Der 52-jährige Oleksandr Ryjabinin steht in einer Lagerhalle inmitten seiner Sonnenblumenkerne
Tonnenweise rieseln sie von der Ladefläche des Lkws: noch mehr Sonnenblumenkerne, die sich in der Lagerhalle von Oleksandr Ryjabinin häufen und dort ihr nussiges Aroma verbreiten.
Es ist Erntezeit in der Ukraine und Landwirt Ryjabinin hat bereits die Hälfte seiner diesjährigen Ausbeute von den Feldern geholt. Doch mit den wiederholten russischen Angriffen auf die Häfen des Landes und der Blockade der Schwarzmeerrouten wird der Export ihrer Ernte für die ukrainischen Bauern zu einem immer gewaltigeren Problem.
„Momentan haben wir noch kein einziges Kilo Sonnenblumenkerne verkauft“, sagt der 52-jährige Ryjabinin. Dabei sind Sonnenblumenkerne und das aus ihnen gewonnene Öl eines der wichtigsten Exportgüter des Landes. Im Wirtschaftsjahr 2020/2021 stand die Ukraine nach Zahlen des US-Landwirtschaftsministeriums mit 31 Prozent für fast ein Drittel der gesamten weltweiten Sonnenblumenölproduktion. Doch der russische Angriffskrieg hat den Export massiv gestört.
„Die Leute haben Angst, Öl zu transportieren“, sagt Ryjabinin, der einen landwirtschaftlichen Betrieb mit Feldern in den Regionen Dnipropetrowsk und Cherson im Südosten des Landes leitet. „Keiner will das riskieren“, sagt er und berichtet, wie sehr auf den Transportschiffen die Furcht um sich greife, auf dem Weg zu den ukrainischen Häfen von russischen Geschossen getroffen zu werden.

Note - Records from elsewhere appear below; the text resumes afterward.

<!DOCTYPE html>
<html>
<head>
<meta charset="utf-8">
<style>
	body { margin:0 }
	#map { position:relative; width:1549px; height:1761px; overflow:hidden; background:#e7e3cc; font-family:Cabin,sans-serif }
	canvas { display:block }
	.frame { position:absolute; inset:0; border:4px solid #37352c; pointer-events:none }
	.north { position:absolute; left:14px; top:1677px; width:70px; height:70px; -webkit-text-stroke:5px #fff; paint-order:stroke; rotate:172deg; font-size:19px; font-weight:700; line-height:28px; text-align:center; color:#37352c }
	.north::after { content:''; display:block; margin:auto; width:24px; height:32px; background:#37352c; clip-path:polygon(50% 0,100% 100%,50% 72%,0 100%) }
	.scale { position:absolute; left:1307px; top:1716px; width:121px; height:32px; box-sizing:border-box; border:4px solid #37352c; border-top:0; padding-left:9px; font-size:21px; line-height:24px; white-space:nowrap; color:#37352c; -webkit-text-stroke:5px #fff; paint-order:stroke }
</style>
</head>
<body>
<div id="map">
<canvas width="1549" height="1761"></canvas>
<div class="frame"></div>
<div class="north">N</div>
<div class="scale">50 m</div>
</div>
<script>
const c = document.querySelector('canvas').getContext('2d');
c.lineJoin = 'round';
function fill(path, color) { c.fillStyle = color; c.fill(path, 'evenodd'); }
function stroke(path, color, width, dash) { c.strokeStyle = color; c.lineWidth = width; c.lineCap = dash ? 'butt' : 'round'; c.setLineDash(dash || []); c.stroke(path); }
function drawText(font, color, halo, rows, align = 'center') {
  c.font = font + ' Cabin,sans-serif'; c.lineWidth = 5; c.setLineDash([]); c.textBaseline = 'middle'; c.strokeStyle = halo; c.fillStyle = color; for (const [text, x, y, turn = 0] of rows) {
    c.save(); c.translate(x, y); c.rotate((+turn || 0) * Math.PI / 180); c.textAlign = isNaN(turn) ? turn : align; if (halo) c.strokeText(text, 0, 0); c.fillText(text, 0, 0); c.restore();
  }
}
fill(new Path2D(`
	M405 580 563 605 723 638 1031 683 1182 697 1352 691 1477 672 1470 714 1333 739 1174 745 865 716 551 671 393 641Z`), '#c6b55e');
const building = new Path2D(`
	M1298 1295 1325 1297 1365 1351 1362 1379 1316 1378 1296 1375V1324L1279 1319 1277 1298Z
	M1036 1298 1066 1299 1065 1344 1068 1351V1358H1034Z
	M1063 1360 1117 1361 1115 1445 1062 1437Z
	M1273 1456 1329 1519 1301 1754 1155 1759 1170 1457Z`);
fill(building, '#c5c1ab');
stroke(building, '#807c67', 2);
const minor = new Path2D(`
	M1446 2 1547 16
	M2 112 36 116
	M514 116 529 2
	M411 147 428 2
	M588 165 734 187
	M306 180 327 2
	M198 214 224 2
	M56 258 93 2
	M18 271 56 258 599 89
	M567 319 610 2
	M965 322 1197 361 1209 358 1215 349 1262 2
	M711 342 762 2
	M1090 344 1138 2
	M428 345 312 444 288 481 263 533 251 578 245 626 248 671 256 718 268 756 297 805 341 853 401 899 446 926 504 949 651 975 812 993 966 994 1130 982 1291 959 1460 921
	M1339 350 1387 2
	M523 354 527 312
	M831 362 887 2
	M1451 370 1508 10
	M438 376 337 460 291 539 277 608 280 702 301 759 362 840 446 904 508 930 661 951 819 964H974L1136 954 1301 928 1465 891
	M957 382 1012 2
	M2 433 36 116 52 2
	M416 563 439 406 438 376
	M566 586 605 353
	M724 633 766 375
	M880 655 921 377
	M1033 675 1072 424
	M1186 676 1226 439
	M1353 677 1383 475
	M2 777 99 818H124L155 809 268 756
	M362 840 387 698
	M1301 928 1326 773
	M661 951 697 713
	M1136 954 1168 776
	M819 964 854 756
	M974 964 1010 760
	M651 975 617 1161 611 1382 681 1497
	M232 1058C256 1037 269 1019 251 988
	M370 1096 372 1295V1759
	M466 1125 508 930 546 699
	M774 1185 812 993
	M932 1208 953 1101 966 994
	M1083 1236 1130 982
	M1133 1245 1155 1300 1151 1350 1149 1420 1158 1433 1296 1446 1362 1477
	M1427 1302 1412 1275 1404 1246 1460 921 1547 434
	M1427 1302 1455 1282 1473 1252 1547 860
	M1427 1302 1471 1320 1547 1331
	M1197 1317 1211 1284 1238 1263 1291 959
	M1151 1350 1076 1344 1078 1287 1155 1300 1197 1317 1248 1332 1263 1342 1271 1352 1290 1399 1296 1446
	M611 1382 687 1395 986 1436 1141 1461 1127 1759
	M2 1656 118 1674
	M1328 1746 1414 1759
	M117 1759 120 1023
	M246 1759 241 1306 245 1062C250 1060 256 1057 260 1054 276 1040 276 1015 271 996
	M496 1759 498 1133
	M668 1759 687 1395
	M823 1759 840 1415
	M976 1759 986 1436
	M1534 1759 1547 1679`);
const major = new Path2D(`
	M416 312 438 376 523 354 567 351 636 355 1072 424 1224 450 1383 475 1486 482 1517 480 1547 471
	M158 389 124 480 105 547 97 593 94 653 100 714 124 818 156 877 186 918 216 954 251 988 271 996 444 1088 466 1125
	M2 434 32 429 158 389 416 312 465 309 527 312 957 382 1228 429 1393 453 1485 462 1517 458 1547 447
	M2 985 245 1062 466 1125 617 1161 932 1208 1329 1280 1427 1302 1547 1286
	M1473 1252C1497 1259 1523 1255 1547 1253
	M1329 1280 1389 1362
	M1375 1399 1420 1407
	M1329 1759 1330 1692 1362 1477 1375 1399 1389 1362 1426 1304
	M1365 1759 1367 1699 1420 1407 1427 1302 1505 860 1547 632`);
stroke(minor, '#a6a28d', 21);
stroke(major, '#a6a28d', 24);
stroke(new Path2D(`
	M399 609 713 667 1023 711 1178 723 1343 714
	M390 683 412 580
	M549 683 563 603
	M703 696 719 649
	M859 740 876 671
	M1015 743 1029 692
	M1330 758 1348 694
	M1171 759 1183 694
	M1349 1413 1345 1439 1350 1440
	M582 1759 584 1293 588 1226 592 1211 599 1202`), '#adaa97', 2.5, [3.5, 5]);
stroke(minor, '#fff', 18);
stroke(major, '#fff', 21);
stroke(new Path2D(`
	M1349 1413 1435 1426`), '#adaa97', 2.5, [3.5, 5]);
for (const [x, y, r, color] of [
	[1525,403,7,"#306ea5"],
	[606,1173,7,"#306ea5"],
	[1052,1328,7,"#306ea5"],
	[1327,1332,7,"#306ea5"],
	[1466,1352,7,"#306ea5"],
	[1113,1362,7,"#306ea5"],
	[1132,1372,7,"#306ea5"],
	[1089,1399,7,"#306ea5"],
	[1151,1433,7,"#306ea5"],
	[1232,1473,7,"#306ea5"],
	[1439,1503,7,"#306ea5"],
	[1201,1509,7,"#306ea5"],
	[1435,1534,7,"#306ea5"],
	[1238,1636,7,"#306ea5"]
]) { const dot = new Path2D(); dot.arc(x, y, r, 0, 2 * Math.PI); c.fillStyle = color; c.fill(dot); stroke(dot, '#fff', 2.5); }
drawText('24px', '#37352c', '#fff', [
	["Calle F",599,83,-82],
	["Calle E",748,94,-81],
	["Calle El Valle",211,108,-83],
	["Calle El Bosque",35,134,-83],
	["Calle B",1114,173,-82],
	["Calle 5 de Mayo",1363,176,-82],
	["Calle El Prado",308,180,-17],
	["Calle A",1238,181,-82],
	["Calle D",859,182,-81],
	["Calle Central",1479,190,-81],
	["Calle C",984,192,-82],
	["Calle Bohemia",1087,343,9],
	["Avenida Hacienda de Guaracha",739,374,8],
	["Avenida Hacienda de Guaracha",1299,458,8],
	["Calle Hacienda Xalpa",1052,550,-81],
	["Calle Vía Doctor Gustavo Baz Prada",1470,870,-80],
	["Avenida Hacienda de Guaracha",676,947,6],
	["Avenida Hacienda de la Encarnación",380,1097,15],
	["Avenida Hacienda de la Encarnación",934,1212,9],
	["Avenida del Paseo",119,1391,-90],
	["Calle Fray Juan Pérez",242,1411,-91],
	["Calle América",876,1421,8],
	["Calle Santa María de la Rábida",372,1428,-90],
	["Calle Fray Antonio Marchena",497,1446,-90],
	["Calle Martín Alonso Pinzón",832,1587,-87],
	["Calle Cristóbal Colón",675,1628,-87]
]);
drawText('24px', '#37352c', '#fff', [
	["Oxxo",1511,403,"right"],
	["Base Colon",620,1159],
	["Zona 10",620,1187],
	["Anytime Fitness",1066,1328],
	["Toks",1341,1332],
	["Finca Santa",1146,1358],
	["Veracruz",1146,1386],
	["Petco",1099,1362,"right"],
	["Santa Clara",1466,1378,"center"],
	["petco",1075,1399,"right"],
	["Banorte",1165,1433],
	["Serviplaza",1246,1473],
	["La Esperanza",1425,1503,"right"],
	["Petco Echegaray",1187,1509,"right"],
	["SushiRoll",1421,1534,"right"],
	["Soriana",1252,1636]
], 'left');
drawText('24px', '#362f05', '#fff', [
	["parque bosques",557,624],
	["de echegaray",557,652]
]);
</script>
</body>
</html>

Wir warten darauf, dass die Preise hochgehen, dass sich ein Getreidekorridor öffnetukrainischer Landwirt
Gleichzeitig gebe es angesichts der heiklen Lage Landwirte, die ihre Ernte deutlich unter Wert auf den Markt brächten. Deshalb sei es für ihn sinnlos, jetzt zu verkaufen, sagt er. „Wir warten darauf, dass die Preise hochgehen, dass sich ein Getreidekorridor öffnet.“
Die Sonnenblumenfelder reichen an manchen Orten in der Ukraine so weit das Auge reicht. Im Sommer erinnert die Masse an goldgelben Blüten vor blauem Himmel an die Farben der Landesflagge. Geerntet wird allerdings erst, wenn die leuchtenden Blütenblätter bereits abgefallen sind und der Pflanzenkopf schwärzlich verschrumpelt ist. Unter der heißen Sonne ziehen dann umgerüstete Mähdrescher ihre Bahnen, bevor schließlich die Kerne aus den vertrockneten Blütenkörben herausgeschüttelt und dann auf Lkws verladen werden.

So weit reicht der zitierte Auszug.